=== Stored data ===
───

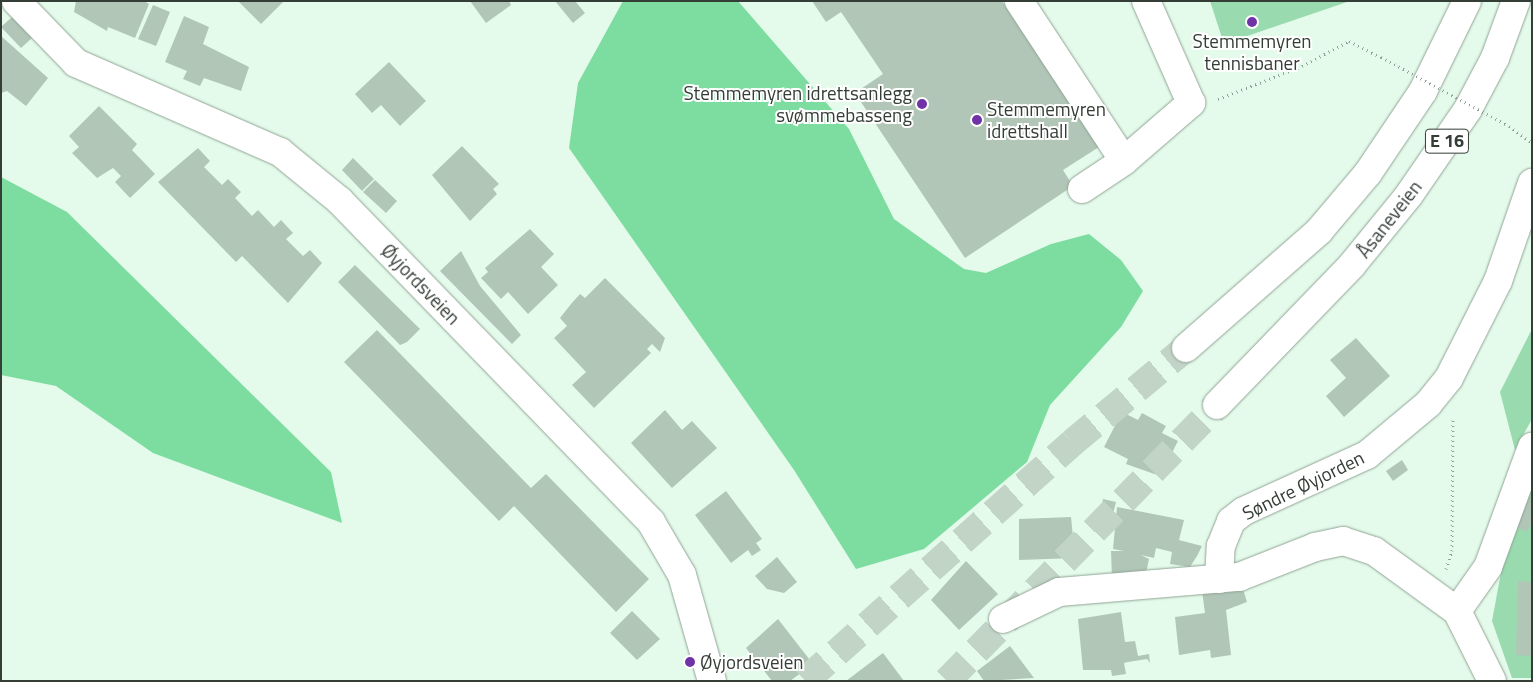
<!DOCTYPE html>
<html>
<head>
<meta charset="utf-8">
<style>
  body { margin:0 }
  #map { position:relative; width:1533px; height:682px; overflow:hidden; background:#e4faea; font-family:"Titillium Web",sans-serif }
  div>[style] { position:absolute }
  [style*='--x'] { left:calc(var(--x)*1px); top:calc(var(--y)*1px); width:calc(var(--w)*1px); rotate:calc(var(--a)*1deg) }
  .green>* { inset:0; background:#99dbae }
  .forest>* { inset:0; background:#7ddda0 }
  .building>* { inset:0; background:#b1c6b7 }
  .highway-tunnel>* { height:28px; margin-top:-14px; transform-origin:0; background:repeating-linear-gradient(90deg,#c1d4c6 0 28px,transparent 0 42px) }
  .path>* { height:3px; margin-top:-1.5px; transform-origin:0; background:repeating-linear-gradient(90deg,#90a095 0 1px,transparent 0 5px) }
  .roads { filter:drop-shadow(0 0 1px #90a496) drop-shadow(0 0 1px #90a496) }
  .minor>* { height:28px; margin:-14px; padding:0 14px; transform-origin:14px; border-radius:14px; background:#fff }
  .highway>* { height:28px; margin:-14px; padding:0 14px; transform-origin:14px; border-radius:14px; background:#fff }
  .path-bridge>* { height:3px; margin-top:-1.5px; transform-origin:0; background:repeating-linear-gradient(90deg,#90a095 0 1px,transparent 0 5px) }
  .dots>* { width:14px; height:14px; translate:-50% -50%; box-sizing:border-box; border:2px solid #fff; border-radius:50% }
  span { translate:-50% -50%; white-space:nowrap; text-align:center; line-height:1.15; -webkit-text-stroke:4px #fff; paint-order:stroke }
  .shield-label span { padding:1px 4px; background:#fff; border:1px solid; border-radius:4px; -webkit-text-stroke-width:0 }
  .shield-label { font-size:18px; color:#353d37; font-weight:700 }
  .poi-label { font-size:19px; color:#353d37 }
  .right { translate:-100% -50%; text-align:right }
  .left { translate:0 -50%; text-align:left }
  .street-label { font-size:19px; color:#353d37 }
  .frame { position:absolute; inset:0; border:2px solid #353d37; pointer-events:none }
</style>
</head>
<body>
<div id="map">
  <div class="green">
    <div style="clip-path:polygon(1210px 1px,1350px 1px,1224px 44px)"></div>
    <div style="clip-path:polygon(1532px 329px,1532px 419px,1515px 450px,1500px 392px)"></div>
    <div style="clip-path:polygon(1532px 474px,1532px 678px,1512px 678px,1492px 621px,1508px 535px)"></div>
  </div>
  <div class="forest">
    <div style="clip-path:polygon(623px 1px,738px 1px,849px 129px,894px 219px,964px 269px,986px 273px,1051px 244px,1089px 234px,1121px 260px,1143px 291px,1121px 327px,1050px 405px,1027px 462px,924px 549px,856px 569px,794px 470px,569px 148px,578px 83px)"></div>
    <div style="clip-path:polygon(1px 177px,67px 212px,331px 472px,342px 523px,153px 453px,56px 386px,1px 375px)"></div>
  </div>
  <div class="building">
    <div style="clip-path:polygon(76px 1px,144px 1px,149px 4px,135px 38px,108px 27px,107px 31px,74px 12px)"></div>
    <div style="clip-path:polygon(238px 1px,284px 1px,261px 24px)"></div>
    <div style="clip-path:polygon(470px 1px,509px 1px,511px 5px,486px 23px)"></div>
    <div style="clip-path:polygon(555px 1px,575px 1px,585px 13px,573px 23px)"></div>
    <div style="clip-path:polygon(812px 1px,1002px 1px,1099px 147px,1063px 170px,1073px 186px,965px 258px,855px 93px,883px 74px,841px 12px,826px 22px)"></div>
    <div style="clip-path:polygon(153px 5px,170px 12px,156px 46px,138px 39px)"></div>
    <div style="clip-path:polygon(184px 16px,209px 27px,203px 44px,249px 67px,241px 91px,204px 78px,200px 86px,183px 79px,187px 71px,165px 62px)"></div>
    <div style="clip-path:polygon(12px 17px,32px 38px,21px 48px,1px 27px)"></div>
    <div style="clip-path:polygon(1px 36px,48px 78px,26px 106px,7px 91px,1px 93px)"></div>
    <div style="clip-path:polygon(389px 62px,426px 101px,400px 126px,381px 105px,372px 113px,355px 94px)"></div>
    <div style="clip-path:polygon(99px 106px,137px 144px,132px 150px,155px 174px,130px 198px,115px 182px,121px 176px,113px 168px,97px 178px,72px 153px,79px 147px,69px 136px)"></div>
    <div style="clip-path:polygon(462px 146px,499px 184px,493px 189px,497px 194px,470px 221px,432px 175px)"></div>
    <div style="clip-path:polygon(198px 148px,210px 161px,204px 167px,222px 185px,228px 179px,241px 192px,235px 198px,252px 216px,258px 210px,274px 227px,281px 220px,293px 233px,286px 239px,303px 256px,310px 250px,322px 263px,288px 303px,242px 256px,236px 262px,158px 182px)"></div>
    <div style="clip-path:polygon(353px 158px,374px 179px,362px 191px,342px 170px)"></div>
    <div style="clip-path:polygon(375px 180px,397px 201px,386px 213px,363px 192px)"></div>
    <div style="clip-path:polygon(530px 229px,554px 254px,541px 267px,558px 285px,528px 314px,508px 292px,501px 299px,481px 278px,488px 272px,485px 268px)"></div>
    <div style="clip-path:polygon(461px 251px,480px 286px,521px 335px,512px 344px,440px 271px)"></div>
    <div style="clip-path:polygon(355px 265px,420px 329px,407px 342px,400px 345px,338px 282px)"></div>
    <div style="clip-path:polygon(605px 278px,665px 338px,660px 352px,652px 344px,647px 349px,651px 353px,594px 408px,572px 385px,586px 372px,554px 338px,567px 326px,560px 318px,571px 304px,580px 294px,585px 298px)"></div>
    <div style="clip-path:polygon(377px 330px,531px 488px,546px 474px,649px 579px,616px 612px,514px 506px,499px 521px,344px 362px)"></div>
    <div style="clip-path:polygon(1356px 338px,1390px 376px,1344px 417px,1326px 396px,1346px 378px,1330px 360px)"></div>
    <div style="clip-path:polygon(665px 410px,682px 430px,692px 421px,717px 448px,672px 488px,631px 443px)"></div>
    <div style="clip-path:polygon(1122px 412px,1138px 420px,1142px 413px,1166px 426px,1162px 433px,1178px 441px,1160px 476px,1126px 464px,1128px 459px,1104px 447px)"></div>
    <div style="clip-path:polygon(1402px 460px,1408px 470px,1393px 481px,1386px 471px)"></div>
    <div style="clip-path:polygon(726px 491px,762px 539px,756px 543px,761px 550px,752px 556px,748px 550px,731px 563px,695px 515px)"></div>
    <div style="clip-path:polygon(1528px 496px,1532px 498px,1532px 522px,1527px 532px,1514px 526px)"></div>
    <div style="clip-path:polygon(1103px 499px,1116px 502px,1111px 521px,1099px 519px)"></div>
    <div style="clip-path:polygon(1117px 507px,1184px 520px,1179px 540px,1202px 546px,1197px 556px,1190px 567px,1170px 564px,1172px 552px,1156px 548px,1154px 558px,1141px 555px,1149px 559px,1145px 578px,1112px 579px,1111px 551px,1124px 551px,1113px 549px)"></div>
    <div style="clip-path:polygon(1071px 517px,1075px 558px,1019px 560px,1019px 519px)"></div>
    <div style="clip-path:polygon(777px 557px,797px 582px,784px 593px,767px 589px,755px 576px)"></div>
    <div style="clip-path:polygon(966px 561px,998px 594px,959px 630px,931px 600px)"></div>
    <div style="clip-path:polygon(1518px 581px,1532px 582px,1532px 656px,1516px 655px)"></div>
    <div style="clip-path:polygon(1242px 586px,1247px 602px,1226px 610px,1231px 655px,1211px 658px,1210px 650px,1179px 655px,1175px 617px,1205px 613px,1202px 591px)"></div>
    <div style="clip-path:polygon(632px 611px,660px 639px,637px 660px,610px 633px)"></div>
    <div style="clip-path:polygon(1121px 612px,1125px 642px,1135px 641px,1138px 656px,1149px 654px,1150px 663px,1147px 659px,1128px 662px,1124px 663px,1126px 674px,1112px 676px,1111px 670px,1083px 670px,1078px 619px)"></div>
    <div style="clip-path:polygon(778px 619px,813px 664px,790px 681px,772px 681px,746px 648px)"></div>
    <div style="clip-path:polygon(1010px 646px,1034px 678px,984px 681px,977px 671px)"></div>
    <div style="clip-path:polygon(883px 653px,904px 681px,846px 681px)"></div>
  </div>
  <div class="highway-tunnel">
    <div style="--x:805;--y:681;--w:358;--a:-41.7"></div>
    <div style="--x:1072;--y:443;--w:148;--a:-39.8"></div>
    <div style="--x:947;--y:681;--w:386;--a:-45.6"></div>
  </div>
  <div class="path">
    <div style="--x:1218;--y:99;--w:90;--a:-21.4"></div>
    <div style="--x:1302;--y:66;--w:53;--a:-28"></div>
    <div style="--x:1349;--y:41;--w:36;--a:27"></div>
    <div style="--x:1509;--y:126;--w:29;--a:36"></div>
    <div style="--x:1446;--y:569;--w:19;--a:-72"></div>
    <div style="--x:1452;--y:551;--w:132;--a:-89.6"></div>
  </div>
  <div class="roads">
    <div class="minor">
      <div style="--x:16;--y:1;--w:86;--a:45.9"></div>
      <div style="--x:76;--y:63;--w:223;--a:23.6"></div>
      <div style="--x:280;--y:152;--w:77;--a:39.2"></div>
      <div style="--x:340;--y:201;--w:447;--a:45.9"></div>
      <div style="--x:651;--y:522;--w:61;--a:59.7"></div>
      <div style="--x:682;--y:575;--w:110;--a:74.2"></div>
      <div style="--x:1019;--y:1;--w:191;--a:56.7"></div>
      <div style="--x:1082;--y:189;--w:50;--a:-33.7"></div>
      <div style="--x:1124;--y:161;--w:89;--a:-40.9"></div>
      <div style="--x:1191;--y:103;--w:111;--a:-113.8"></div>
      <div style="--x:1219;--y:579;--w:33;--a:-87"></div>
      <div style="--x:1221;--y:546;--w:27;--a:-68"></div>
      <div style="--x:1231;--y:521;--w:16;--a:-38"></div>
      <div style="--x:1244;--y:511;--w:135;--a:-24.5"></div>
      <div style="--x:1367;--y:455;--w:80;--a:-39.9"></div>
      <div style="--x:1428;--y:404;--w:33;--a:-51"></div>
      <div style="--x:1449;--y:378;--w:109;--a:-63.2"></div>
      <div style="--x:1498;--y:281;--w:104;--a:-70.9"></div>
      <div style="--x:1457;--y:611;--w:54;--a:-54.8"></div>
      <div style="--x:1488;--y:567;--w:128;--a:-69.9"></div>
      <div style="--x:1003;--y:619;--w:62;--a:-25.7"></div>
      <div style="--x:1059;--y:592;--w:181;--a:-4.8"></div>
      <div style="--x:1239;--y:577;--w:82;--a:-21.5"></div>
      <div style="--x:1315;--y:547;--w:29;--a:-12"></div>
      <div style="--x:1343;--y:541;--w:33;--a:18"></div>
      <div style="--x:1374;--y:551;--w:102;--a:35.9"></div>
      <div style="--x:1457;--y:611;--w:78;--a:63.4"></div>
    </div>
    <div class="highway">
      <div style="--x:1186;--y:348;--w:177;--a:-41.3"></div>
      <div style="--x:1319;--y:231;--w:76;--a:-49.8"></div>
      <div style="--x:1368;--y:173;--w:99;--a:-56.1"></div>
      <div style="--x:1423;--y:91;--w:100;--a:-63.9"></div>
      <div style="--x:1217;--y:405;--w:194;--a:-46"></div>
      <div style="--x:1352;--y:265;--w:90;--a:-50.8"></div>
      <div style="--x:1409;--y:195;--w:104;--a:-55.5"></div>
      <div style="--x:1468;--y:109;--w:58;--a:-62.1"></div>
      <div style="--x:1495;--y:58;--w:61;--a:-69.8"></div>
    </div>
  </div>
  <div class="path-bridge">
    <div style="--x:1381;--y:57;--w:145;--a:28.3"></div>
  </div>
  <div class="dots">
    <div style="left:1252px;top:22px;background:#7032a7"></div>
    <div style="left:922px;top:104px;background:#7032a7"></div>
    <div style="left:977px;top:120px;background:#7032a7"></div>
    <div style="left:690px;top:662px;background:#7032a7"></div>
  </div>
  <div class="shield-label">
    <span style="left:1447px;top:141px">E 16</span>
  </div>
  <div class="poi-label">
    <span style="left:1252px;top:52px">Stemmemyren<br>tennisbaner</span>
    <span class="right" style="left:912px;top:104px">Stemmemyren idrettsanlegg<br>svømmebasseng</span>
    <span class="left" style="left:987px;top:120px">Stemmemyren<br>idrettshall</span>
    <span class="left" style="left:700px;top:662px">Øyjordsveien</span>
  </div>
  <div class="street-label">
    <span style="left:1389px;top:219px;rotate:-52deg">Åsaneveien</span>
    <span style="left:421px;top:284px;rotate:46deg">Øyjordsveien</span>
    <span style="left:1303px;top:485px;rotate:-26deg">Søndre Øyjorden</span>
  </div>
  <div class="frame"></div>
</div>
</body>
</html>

───

=== Task instructions ===
Copy whichever lines above contain the string "building".

=== Result for this task ===
  .building>* { inset:0; background:#b1c6b7 }
  <div class="building">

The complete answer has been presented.